Stored data:
○ ○ ○ ○ ○

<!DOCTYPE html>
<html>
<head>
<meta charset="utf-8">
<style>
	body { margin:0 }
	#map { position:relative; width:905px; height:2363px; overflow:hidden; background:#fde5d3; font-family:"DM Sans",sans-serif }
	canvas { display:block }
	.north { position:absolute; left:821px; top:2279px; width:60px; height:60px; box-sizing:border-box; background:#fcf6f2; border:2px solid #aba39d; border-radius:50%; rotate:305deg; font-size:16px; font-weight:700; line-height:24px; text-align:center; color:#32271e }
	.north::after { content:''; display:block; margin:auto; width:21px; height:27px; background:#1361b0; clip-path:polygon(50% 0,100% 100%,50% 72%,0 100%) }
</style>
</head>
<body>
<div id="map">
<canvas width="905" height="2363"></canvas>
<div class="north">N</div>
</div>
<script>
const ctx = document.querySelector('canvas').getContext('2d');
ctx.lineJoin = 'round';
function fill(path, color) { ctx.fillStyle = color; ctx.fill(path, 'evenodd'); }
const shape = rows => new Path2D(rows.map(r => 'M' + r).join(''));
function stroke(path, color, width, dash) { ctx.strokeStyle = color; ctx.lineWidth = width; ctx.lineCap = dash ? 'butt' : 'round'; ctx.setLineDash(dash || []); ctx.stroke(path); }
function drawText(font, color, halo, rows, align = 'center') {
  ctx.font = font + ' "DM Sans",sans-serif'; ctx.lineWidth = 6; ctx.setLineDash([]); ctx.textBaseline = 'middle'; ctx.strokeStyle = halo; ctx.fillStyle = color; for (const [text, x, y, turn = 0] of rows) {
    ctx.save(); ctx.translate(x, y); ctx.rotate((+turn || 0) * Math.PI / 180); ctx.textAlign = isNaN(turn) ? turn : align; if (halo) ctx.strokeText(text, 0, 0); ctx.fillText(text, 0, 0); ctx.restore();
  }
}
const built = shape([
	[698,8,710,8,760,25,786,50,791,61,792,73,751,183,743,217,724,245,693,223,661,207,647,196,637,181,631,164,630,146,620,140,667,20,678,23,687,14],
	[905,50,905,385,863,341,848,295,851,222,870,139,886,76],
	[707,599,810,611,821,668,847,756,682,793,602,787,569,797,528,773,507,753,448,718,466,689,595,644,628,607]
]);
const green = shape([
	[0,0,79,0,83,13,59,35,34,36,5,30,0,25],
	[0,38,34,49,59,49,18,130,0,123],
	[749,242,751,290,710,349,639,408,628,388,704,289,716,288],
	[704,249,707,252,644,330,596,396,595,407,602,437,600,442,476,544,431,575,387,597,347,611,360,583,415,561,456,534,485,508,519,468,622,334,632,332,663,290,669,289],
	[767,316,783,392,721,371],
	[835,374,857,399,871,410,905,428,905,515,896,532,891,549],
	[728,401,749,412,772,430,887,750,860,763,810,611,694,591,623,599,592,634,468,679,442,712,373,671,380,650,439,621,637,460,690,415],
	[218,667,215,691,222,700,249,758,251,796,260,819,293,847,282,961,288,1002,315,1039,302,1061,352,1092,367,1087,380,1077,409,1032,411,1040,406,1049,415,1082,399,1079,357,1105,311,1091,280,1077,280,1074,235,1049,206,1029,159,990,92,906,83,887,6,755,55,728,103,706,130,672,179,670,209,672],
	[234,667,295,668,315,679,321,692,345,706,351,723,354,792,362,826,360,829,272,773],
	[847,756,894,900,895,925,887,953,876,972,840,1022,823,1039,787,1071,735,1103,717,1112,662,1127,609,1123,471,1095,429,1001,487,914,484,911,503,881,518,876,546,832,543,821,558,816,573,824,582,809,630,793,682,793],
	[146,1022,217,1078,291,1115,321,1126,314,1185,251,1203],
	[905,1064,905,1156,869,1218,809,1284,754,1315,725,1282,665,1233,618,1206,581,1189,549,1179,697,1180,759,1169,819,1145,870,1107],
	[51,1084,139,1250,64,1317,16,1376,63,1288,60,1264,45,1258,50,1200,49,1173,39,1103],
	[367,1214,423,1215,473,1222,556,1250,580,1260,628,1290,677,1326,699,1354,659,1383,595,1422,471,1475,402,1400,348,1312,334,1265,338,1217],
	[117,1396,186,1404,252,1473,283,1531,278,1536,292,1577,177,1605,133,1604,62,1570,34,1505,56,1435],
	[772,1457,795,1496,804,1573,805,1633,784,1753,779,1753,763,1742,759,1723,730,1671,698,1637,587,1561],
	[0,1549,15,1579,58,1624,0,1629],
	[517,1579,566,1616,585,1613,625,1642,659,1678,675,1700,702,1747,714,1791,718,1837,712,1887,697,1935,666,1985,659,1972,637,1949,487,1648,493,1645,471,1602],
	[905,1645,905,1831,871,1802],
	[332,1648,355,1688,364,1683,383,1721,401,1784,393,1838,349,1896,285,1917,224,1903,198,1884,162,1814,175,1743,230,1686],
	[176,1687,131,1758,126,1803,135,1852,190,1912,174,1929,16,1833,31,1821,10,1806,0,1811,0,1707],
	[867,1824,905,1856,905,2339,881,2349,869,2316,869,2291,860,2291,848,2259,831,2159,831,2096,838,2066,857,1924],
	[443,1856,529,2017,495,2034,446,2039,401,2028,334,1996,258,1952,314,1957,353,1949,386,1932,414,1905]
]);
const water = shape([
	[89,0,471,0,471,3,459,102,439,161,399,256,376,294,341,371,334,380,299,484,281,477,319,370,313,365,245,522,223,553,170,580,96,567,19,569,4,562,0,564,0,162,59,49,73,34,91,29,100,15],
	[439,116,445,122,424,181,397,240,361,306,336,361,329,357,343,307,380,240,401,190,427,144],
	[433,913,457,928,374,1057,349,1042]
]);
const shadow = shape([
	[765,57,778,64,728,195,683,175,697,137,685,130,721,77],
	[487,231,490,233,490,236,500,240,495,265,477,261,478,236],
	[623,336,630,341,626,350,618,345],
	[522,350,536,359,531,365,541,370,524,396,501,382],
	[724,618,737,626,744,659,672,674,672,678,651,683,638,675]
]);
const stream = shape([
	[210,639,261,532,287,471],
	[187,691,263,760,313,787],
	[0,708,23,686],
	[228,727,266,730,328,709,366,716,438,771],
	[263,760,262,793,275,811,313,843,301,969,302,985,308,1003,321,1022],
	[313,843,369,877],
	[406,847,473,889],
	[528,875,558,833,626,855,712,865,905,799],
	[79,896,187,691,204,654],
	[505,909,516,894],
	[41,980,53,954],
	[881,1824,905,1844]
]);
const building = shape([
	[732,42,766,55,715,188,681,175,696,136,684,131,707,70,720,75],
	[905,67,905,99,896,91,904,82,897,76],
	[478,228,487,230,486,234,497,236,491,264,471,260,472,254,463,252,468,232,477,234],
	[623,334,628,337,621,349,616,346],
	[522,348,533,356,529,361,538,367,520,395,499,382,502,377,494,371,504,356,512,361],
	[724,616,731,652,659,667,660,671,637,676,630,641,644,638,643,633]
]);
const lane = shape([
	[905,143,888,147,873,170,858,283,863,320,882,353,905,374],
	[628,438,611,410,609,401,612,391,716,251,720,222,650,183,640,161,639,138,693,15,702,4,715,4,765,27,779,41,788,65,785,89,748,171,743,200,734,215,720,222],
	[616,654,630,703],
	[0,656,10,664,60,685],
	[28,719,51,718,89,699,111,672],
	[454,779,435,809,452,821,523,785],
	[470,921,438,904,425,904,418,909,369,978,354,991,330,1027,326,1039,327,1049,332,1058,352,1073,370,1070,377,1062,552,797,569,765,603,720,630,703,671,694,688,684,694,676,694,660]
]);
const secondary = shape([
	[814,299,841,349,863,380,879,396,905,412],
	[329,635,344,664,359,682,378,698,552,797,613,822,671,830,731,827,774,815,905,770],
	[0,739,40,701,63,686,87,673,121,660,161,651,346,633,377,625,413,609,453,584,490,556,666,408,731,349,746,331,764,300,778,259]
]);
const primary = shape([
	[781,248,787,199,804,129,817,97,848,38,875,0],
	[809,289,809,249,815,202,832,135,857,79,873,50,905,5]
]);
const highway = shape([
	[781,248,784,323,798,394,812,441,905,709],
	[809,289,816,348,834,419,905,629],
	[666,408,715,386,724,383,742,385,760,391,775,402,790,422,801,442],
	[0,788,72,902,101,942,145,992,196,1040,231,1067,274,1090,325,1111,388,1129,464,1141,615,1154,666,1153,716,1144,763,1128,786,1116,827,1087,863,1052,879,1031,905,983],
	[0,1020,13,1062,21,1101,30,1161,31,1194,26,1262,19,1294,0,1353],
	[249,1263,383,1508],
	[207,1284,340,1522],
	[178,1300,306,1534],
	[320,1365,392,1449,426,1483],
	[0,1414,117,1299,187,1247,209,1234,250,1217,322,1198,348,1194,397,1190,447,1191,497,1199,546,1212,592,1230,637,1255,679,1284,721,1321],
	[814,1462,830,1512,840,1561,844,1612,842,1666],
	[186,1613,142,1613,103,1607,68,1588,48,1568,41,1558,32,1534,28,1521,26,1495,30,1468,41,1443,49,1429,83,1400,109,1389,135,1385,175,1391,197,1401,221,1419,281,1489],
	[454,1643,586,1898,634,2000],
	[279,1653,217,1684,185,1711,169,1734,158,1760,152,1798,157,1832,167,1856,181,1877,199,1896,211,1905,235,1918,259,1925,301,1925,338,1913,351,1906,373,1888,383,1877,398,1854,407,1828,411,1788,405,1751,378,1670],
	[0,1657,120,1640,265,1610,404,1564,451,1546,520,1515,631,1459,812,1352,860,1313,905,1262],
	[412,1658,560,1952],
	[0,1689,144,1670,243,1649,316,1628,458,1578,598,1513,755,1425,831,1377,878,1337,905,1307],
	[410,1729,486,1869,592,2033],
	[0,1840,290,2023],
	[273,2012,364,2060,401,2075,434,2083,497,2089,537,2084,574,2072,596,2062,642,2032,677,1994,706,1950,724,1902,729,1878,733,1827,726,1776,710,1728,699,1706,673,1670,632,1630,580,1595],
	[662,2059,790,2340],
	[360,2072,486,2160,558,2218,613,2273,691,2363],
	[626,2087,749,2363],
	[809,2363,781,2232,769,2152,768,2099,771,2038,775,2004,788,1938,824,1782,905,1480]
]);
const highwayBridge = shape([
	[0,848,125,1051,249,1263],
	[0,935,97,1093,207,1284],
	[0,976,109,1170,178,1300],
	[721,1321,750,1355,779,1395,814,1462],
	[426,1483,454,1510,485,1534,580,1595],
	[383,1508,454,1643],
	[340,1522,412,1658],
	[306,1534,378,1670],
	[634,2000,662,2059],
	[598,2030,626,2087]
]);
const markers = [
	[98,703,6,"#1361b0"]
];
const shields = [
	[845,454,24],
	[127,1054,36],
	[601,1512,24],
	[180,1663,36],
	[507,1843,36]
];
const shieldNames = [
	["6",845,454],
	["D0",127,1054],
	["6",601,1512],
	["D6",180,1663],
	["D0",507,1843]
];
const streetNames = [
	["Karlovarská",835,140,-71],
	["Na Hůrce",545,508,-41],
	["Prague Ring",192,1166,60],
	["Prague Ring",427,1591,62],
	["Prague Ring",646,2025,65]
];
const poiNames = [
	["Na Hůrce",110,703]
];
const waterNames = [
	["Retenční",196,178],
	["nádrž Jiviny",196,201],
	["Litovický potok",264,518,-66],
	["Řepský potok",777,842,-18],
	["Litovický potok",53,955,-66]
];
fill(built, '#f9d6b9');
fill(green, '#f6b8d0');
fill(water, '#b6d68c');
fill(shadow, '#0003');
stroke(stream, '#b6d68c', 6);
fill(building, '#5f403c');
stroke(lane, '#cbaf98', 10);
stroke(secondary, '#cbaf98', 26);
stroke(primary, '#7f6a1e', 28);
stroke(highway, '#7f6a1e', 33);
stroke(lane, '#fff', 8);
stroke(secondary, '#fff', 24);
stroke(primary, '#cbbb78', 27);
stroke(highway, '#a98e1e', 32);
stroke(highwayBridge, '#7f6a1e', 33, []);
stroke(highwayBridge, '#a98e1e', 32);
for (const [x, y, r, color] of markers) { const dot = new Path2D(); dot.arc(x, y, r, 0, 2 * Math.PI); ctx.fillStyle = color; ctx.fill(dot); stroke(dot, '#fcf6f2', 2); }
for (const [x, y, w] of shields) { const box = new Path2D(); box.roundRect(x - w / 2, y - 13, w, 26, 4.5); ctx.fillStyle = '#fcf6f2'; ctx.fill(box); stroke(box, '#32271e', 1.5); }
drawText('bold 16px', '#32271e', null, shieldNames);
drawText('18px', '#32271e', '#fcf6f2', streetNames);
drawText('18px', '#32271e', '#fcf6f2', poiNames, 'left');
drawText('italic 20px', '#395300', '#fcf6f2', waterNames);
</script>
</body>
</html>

○ ○ ○ ○ ○

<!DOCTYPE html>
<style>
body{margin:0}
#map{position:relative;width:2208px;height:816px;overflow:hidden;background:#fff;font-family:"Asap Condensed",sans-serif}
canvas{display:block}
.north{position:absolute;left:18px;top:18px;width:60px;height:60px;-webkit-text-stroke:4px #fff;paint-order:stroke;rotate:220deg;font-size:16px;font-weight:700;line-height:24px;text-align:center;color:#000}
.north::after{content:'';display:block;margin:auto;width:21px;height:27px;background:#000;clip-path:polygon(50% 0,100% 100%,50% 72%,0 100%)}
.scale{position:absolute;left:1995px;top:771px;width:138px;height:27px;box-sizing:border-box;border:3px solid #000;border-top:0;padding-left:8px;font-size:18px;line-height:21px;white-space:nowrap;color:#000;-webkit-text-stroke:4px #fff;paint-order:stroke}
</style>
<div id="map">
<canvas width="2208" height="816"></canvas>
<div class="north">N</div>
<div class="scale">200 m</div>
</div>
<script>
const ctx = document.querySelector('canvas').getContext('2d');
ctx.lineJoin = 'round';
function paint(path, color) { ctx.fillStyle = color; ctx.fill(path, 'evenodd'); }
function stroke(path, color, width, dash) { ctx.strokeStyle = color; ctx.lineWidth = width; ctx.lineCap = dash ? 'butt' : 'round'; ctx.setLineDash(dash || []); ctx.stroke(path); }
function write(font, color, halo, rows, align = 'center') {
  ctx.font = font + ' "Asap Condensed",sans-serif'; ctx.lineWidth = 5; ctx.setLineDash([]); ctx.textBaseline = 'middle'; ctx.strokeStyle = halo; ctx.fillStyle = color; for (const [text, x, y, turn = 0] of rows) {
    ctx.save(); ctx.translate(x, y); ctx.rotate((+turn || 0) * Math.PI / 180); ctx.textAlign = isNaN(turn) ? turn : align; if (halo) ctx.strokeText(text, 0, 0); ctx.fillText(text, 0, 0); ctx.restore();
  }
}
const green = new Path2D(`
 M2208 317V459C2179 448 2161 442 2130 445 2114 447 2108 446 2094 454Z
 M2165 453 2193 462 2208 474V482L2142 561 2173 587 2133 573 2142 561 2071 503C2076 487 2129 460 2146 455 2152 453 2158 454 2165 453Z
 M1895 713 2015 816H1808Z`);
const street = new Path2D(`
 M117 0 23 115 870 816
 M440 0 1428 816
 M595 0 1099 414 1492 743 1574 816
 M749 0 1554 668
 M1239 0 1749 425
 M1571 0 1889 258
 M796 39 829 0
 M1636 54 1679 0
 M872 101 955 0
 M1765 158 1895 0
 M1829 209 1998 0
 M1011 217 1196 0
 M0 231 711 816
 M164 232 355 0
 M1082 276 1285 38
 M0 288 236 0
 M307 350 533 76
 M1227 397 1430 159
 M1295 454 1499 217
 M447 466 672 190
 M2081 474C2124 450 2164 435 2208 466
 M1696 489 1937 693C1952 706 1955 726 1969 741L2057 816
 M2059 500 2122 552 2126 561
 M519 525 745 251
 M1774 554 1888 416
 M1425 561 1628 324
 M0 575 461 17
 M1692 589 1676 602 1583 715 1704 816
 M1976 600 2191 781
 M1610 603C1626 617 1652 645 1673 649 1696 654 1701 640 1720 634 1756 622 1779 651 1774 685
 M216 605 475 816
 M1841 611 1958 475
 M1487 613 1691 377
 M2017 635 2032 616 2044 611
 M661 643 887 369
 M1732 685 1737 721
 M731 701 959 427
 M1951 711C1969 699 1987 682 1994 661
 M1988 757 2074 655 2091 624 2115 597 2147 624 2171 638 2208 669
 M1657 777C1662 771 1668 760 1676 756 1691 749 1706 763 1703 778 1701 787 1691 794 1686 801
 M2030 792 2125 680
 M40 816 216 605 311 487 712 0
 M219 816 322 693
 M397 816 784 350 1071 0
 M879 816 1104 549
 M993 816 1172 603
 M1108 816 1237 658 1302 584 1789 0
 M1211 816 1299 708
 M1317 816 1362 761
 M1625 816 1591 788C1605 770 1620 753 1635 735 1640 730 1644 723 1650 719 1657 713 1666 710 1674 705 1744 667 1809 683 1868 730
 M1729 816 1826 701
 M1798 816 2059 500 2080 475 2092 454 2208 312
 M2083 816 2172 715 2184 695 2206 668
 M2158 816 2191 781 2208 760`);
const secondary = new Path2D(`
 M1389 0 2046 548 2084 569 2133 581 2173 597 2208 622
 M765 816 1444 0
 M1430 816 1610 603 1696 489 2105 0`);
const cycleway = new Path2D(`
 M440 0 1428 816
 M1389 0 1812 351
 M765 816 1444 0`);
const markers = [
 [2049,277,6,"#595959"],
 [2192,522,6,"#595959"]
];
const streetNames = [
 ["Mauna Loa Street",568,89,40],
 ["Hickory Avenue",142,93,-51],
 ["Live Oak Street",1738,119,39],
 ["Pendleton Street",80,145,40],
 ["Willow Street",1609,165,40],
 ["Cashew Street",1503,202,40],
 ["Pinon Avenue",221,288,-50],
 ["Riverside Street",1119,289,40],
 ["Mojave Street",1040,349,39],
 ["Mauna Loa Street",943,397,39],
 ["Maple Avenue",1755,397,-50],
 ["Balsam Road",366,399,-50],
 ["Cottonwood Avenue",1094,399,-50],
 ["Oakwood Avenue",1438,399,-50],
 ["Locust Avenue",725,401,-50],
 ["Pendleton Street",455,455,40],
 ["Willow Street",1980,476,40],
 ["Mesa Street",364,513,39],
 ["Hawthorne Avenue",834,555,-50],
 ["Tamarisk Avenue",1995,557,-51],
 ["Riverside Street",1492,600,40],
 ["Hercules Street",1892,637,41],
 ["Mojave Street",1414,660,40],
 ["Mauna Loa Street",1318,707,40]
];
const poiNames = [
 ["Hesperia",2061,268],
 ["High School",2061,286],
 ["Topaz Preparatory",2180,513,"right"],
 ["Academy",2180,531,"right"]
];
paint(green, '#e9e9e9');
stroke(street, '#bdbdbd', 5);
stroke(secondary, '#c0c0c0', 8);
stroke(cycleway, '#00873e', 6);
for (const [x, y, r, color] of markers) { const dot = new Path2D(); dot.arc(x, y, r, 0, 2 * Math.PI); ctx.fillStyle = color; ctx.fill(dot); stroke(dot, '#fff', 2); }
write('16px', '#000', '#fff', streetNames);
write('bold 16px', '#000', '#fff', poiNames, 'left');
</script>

○ ○ ○ ○ ○

Copy out each line of the entries above that holds "evenodd".

- **Solution below**
function fill(path, color) { ctx.fillStyle = color; ctx.fill(path, 'evenodd'); }
function paint(path, color) { ctx.fillStyle = color; ctx.fill(path, 'evenodd'); }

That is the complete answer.